Настасья говорила деловито, как будто для нее мгновенное объятие было лишь мысленным наваждением. Данила кивал. И чувствовал, что вот теперь все правильно. Он без лишних слов выполняет тайное поручение. Озорной и Семейка его издали одобряют.

— А тебе-то самой он нужен?

— Да пусть уж заглянет.

Данила вышел на крыльцо и сказал «Ф-ф-у-у-у!..». Потом глубоко вздохнул. Холодный воздух окончательно прояснил мысли и чувства. Кроме того, сделалось на душе радостно, хотя поводов вроде и не было. Данила стремительно зашагал по вытоптанной стежке, обогнул угол. Снегу на огороде навалило — выше колена. Данила, высоко задирая ноги, побрел к указанной дыре, обернулся на свои следы и с удивлением отметил, что косолапит почти как Семейка.

Оказывается, прав был Богдаш, подметивший однажды невольное Данилино подражанье старшему товарищу в движениях и в мягкой беззвучной походке…

Протиснувшись в дыру, Данила подождал собачьего лая, но кобель молчал.

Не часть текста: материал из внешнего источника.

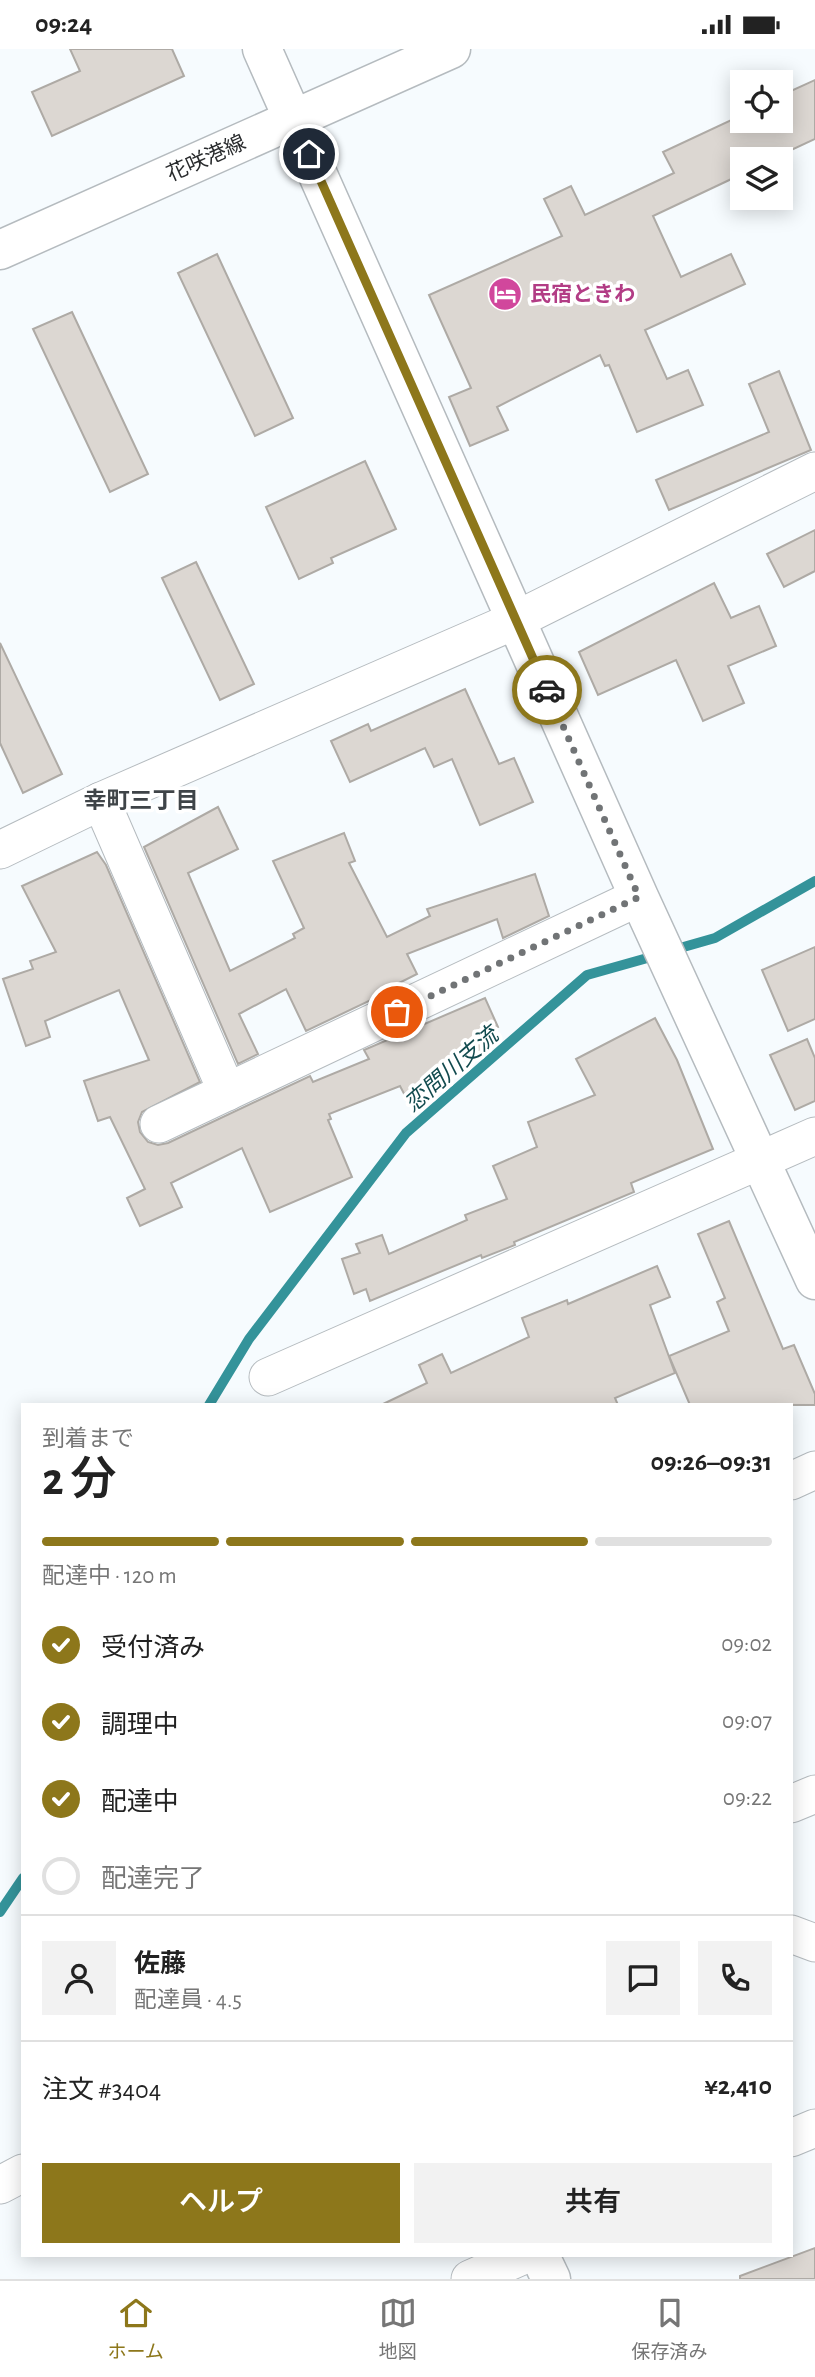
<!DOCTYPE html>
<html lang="ja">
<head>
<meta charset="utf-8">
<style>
  :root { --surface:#fff; --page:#f2f2f2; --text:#222; --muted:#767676; --line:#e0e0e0; --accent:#8d771b }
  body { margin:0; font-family:"Alegreya Sans","Noto Sans JP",sans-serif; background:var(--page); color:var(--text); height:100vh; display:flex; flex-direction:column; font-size:26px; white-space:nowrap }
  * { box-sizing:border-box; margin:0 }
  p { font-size:23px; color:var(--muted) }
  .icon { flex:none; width:38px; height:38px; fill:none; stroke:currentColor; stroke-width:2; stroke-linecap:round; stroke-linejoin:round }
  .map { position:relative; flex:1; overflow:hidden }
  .panel { position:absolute; left:21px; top:1354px; width:772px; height:854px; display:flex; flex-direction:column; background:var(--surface); border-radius:0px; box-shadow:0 4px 18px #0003 }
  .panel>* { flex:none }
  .fabs { position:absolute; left:730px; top:21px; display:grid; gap:14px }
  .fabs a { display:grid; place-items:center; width:63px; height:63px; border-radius:0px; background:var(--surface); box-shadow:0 4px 18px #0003; font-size:35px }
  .pin { position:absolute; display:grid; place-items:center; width:60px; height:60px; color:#fff; margin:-30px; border:4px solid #fff; border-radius:50%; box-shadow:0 2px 7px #0007 }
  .courier { position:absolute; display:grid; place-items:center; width:70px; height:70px; margin:-35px; border:5px solid #8d771b; border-radius:50%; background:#fff; color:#222; box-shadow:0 2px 9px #0007 }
  .headline em { font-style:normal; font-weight:600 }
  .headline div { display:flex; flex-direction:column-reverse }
  .headline { display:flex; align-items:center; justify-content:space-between; height:119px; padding:0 21px }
  h1 { font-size:46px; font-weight:600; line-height:52px }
  .bar { display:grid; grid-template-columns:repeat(4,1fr); gap:10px 7px; align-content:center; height:84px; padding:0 21px }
  .bar i { height:9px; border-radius:5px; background:var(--line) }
  .bar .selected { background:var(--accent) }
  .bar p { grid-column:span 4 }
  .line { display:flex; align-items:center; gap:18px; padding:0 21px; border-top:2px solid var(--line) }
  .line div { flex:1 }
  .round { display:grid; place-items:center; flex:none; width:74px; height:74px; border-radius:0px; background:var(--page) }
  ol { padding:0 21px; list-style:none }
  li { display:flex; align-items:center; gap:21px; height:77px }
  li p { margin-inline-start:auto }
  li .icon { padding:7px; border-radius:50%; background:var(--accent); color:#fff; stroke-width:4 }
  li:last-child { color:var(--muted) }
  li i { width:38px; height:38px; border:4px solid var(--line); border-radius:50% }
  .button { display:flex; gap:14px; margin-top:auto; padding:14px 21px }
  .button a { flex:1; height:80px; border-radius:0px; background:var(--accent); color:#fff; font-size:28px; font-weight:600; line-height:80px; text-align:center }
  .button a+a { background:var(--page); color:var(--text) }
  .status { display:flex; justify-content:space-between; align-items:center; height:49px; padding:0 35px; background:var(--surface); direction:ltr }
  .status svg { height:19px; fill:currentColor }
  .tab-bar { display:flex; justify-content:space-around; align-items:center; height:98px; border-top:2px solid var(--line); background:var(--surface); font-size:19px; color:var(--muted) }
  .tab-bar a { display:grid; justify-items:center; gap:4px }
  .tab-bar .selected { color:var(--accent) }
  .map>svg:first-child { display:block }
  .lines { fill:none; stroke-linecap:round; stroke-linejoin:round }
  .stream { stroke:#34939a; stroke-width:10 }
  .building { fill:#dcd7d2; stroke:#aeaaa5; stroke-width:2 }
  .minor-casing { stroke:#b5bbbf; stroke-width:39 }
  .tertiary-casing { stroke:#b5bbbf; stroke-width:41 }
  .secondary-casing { stroke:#b5bbbf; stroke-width:41 }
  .minor { stroke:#fff; stroke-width:37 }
  .tertiary { stroke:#fff; stroke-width:38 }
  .secondary { stroke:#fff; stroke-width:38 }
  .done { stroke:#717476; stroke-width:7; stroke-dasharray:0 12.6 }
  .route { stroke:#8d771b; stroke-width:9 }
  .labels { text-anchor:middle; stroke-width:7; stroke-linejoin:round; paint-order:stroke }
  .street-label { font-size:21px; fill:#292b2d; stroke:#fff }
  .hotel-label { font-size:21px; font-weight:bold; fill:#b23c85; stroke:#fff; text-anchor:start }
  .neighbourhood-label { font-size:23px; font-weight:bold; fill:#3f4448; stroke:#fff }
  .water-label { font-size:23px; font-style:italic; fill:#124b4f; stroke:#fff }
</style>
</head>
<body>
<div class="status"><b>09:24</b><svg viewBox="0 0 49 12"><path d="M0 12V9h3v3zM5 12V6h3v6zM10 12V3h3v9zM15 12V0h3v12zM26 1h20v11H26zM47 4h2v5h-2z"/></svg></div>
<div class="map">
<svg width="815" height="2230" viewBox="0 0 815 2230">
  <rect width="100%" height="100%" fill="#f6fbfe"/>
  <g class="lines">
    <!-- stream -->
    <g class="stream">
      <path d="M673 901 715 889 815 832"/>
      <path d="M209 1356 249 1290 406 1084 587 926 658 906"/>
      <path d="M0 1863 23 1829"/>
    </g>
  </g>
  <!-- building -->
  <g class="building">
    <path d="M70 0H172L184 27 52 87 32 43 80 22Z"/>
    <path d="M815 31V90L772 110H742V125L653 167 681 228 731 205 745 235 645 281 667 330 688 321 703 356 637 383 609 316 605 317 600 306 497 358 508 381 470 397 449 348 471 339 429 246 562 187 544 150 571 137 585 166 674 124 663 103 742 66V72H780V47Z"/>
    <path d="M217 205 293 369 255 387 178 224Z"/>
    <path d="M72 263 148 425 110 443 33 280Z"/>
    <path d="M779 322 811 401 669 461 656 431 769 383 749 335Z"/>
    <path d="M365 412 396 480 331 509 333 514 299 530 266 458Z"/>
    <path d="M815 481V522L784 538 767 505Z"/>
    <path d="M196 513 254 635 220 651 162 529Z"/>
    <path d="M714 534 731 569 759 557 776 597 728 617 744 654 703 672 676 611 598 646 579 603Z"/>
    <path d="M0 594 62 725 23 744 0 694Z"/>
    <path d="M465 640 499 715 514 709 533 753 480 776 452 710 434 718 425 699 350 733 331 692 368 675 371 682Z"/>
    <path d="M218 758 238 800 188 824 230 922 295 889 293 885 304 879 273 812 344 784 355 812 349 814 387 888 430 867 427 860 535 825 549 867 503 889 497 870 407 905 417 925 393 937 394 940 306 982 286 940 239 965 258 1005 238 1015 144 798Z"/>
    <path d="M97 803 106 816 200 1033 142 1063 138 1073 140 1083 148 1093 158 1096 168 1094 310 1027 313 1033 369 1010 364 1001 485 949 498 978 484 984 490 998 425 1026 432 1041 409 1054 400 1037 329 1065 331 1070 328 1071 352 1128 270 1163 242 1099 171 1134 182 1158 140 1177 127 1149 145 1140 110 1068 98 1072 84 1032 149 1011 119 941 45 972 50 988 26 997 3 930 33 920 30 912 56 903 22 837Z"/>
    <path d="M815 898V970L788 982 762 921Z"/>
    <path d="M655 969 677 1011 713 1100 631 1134 634 1143 514 1193 515 1196 482 1209 481 1206 370 1252 366 1240 354 1245 342 1210 360 1204 356 1195 382 1186 389 1205 467 1171 465 1166 507 1150 493 1117 537 1098 528 1073 595 1046 576 1010Z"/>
    <path d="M807 990 815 1009V1052L795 1061 770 1006Z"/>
    <path d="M729 1172 783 1300 794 1296 815 1345V1356H690L669 1307 729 1282 717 1253 725 1249 698 1185Z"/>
    <path d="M657 1217 670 1248 650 1256 675 1324 615 1349 618 1356H381L427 1334 419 1316 442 1305 451 1324 529 1288 522 1269 567 1251 568 1255Z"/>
    <path d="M815 2199V2230H740V2227Z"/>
  </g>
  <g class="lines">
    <!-- minor casing -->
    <g class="minor-casing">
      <g id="minor">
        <path d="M101 752 227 1043"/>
        <path d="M0 801 101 752 516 571 815 422"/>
        <path d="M159 1075 639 848"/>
        <path d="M268 1328 815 1087"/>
        <path d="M791 1432 815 1421"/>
        <path d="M791 1755 815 1745"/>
        <path d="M791 1885 815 1894"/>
        <path d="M791 2089 815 2079"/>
        <path d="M0 2136 23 2124"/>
        <path d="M470 2230 522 2207"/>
      </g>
    </g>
    <!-- tertiary casing -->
    <g class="tertiary-casing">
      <g id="tertiary">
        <path d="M262 0 639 848 815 1231"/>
        <path d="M540 2207 551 2230"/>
      </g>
    </g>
    <!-- secondary casing -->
    <g class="secondary-casing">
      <path id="secondary" d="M0 201 451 0"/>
    </g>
    <!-- minor -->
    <use href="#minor" class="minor"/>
    <!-- tertiary -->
    <use href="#tertiary" class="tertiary"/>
    <!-- secondary -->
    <use href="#secondary" class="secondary"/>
  </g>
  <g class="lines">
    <!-- done -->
    <path class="done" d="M397 963 639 848 547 641"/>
    <!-- route -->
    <path class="route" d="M309 105 547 641"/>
  </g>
  <!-- icons -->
  <defs>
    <g id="hotel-disc" transform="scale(1.75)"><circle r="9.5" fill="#d1479c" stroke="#fff"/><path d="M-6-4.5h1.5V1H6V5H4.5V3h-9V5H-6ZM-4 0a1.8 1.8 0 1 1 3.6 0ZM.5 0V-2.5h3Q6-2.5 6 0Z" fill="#fff"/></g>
  </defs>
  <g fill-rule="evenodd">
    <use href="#hotel-disc" x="505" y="245"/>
  </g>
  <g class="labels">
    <!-- street labels -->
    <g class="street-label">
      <text transform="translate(206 109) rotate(-24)" y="7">花咲港線</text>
    </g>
    <!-- hotel labels -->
    <g class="hotel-label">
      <text x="530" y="252">民宿ときわ</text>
    </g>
    <!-- neighbourhood labels -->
    <g class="neighbourhood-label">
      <text x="141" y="759">幸町三丁目</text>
    </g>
    <!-- water labels -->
    <g class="water-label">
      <text transform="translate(451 1020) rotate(-41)" y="8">恋問川支流</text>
    </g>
  </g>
</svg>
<div class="fabs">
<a><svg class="icon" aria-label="locate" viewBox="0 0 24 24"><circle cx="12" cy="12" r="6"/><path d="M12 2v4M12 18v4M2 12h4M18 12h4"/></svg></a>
<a><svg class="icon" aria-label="layers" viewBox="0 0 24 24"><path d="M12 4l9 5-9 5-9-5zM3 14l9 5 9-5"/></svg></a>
</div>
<div class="pin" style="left:397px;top:963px;background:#ea580c"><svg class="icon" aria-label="bag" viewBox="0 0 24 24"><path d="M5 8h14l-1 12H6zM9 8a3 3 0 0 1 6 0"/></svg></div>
<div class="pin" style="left:309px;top:105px;background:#1f2937"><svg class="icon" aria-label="home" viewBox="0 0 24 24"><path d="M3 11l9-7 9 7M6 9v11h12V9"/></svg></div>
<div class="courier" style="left:547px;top:641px"><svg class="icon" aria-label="car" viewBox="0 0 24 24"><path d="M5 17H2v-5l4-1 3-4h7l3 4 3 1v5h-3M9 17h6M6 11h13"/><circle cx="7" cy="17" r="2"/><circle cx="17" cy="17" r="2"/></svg></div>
<section class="panel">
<div class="headline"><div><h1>2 分</h1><p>到着まで</p></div><em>09:26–09:31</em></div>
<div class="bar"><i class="selected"></i><i class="selected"></i><i class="selected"></i><i></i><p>配達中 · 120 m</p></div>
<ol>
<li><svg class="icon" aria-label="check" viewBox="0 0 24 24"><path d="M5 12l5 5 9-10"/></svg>受付済み<p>09:02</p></li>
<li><svg class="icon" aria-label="check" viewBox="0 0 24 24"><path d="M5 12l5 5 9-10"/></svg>調理中<p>09:07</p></li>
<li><svg class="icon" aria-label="check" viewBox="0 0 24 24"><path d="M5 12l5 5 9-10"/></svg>配達中<p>09:22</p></li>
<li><i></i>配達完了</li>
</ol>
<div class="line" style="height:126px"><a class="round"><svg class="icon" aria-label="person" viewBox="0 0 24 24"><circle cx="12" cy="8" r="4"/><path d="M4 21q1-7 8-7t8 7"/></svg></a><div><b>佐藤</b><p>配達員 · 4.5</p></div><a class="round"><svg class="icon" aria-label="chat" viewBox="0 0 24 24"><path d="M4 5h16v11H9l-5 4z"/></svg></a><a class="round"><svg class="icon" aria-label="phone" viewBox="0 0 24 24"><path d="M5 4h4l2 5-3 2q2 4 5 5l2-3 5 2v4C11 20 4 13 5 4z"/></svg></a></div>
<div class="line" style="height:91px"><div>注文 #3404</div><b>¥2,410</b></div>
<div class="button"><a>ヘルプ</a><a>共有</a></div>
</section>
</div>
<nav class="tab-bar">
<a class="selected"><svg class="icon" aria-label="home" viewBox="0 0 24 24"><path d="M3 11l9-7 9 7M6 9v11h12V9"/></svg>ホーム</a>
<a><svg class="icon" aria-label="map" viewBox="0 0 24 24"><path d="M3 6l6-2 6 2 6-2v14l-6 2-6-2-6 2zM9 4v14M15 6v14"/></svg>地図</a>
<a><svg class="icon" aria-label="saved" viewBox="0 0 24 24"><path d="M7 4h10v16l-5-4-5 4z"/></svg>保存済み</a>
</nav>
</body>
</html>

Тогда парень пошел наугад и у пристроенного к задней стенке подклета сарая столкнулся с хозяйкой, выносящей пустую бадейку. Судя по запаху, там держали поросят. Хозяйка домой не позвала, а обещала прислать Третьяка сюда, на двор. Ожидая его, Данила встал под навес крылечка, чтобы не превратиться в сугроб.

Третьяк вышел к нему, приветственно раскинув руки.

— Гляди ты, сыскал!

Данила объяснил, в чем дело. Пожилой скоморох посмотрел на него внимательно. Может, и догадался, что не самому Даниле его блудный сотоварищ понадобился, а велено сыскать. Может, и правду сказал, что Томила после той беседы на Красной площади появлялся ненадолго, да и сгинул опять. Понимая, что скоморохи друг за дружку держатся и между собой могут хоть в бороды вцепляться, а никому чужому своего не выдадут, Данила решил хоть про медведей узнать — точно ли привели, да где их держат, да можно ли поглядеть.

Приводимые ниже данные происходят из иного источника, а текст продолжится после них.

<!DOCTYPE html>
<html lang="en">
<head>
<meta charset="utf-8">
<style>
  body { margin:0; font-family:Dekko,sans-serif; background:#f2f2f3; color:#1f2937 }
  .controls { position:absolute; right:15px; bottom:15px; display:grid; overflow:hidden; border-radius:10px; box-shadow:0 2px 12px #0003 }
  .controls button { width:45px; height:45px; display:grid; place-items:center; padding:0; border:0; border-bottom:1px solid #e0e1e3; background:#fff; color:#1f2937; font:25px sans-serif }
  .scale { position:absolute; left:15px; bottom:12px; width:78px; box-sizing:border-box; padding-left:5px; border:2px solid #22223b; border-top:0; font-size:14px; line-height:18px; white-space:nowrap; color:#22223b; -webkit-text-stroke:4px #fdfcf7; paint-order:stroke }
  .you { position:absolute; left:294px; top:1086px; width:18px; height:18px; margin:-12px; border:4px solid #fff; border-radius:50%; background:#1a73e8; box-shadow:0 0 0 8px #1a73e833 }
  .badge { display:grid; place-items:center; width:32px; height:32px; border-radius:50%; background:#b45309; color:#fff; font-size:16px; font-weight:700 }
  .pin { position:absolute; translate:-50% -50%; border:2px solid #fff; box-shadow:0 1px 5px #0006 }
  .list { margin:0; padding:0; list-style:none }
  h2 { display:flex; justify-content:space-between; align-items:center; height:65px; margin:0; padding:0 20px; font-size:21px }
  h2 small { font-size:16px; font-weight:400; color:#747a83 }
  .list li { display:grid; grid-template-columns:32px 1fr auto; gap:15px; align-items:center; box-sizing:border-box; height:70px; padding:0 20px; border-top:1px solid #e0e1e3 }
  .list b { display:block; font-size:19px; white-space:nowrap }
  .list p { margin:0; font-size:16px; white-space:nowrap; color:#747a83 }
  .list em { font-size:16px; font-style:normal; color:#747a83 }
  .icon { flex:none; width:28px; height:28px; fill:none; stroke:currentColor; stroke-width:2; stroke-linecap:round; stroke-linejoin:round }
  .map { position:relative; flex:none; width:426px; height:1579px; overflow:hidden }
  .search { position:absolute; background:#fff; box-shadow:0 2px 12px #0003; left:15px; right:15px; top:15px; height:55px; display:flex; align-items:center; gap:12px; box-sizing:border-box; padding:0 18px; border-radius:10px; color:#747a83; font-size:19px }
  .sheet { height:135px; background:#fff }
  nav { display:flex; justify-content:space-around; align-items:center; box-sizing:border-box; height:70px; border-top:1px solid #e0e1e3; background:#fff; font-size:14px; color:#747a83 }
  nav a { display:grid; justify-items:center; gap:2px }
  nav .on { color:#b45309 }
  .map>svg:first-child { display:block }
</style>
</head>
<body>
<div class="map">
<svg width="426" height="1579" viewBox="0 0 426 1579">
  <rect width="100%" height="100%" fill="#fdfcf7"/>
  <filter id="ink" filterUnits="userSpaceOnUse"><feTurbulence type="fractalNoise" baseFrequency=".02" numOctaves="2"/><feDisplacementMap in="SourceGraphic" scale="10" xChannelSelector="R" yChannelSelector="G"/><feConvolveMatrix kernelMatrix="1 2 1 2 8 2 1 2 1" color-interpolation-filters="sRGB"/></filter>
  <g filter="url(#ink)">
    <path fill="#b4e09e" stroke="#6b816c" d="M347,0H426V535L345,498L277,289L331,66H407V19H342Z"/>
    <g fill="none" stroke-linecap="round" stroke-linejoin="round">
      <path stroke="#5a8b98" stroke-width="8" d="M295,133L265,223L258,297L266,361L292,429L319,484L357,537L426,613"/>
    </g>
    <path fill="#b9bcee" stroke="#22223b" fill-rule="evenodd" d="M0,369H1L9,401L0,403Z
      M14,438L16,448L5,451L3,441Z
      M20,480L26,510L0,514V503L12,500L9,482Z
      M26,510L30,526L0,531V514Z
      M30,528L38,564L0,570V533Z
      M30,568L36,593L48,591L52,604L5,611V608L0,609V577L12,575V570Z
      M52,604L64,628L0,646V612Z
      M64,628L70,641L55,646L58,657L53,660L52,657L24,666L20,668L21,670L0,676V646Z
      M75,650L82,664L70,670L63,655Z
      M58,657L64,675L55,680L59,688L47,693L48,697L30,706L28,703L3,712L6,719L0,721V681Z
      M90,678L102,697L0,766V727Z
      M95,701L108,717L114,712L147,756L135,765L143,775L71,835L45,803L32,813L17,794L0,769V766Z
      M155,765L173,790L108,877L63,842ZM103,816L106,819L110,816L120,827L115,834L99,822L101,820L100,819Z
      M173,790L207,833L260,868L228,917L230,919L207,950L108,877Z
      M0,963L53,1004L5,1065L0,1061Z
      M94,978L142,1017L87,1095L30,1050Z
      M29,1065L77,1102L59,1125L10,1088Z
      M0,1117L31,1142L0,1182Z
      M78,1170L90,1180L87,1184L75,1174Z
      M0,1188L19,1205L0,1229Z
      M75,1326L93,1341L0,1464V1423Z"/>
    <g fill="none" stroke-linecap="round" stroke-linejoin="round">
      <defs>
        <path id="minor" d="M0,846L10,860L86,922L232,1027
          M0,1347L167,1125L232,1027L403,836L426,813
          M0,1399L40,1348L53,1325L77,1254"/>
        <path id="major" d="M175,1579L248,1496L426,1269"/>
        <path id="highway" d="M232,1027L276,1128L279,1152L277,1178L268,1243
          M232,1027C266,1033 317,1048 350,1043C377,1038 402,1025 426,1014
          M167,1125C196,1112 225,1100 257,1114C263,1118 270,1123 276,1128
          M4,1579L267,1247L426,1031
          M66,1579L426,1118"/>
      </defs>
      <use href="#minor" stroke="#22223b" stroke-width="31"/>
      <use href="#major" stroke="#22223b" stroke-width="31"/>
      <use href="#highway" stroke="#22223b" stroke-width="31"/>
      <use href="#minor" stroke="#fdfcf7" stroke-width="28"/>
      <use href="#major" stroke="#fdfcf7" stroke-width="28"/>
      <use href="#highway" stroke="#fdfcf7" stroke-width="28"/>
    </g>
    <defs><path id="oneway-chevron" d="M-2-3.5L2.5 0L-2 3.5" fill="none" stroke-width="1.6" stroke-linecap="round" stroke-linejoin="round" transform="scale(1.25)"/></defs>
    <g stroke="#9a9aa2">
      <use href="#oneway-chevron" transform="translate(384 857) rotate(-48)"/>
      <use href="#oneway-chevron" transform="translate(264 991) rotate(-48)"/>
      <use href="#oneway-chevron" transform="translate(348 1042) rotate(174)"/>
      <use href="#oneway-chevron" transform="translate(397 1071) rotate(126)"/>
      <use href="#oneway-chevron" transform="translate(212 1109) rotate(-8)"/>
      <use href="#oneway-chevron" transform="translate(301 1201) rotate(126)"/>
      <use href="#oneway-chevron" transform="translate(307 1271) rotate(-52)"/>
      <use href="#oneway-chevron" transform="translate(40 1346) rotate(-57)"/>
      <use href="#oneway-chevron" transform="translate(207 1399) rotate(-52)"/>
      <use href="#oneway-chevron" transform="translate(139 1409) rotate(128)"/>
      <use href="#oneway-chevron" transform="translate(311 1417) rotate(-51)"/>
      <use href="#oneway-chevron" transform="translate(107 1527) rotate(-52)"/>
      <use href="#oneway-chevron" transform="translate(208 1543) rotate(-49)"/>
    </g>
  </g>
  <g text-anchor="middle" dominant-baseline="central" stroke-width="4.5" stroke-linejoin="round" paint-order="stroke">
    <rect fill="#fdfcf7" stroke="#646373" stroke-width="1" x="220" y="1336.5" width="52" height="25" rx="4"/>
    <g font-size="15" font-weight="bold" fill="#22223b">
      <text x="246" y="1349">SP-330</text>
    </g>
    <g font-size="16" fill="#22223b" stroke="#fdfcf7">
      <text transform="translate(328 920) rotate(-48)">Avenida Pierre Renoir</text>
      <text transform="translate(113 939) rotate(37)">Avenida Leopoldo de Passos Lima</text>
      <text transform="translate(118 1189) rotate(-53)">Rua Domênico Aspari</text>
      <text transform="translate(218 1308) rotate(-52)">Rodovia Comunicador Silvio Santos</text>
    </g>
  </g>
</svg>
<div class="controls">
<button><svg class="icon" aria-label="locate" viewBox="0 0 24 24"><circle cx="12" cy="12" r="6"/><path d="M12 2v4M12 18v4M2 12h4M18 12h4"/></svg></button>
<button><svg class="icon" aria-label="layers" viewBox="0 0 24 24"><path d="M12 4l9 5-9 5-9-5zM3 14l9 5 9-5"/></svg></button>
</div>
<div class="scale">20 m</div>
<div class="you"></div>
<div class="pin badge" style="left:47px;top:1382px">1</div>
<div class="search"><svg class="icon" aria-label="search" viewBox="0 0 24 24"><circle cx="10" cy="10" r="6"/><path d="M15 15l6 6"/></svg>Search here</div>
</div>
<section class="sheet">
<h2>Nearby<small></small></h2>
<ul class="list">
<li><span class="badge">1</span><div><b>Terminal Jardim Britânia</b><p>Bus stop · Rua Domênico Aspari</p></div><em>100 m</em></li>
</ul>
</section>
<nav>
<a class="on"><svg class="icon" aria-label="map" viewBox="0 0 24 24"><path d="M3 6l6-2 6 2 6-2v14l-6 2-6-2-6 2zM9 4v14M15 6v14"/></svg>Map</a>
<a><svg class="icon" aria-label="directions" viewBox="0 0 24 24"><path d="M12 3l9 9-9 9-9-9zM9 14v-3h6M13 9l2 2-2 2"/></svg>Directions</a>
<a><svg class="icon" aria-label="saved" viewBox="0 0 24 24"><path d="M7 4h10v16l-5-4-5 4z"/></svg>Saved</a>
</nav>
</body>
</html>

Оказалось, что живут мохнатые получше иного москвича. Москвич-то порой утром просыпается на печи, а у него усы с бородой в инее. А косолапому так нельзя…

— С горбатыми у нас особая забота, — объяснил Третьяк. — Коли мы хотим, чтобы они нам всю Масленицу отслужили и никого не подрали, их заранее будить надобно. Они же с осени спать завалиться норовят!

— И что же, петуха им к уху подносите? — удивился Данила.

О медведях, да и вообще о всякой живности, исключая коней, он знал мало.

— Можно и петуха, — согласился Третьяк, подивившись такому невежеству. — Коли тебе его не жалко. Но мы их, горемычных, иначе будим. Они спать залегают, когда холодно делается. Как заморозки — так, считай, горбатого у тебя и нет. И мы их приводим в клети и овины, сговариваемся с хозяевами, и там они спят до Сретенья Господня, а то и подольше, это уж как в том году Масленица начнется. Потом же мы начинаем там печь топить, греть помещение. Горбатый и решит, что весна настала, и проснется! Потом с ним морока — ему поваляться надо, порычать — пробку выгнать.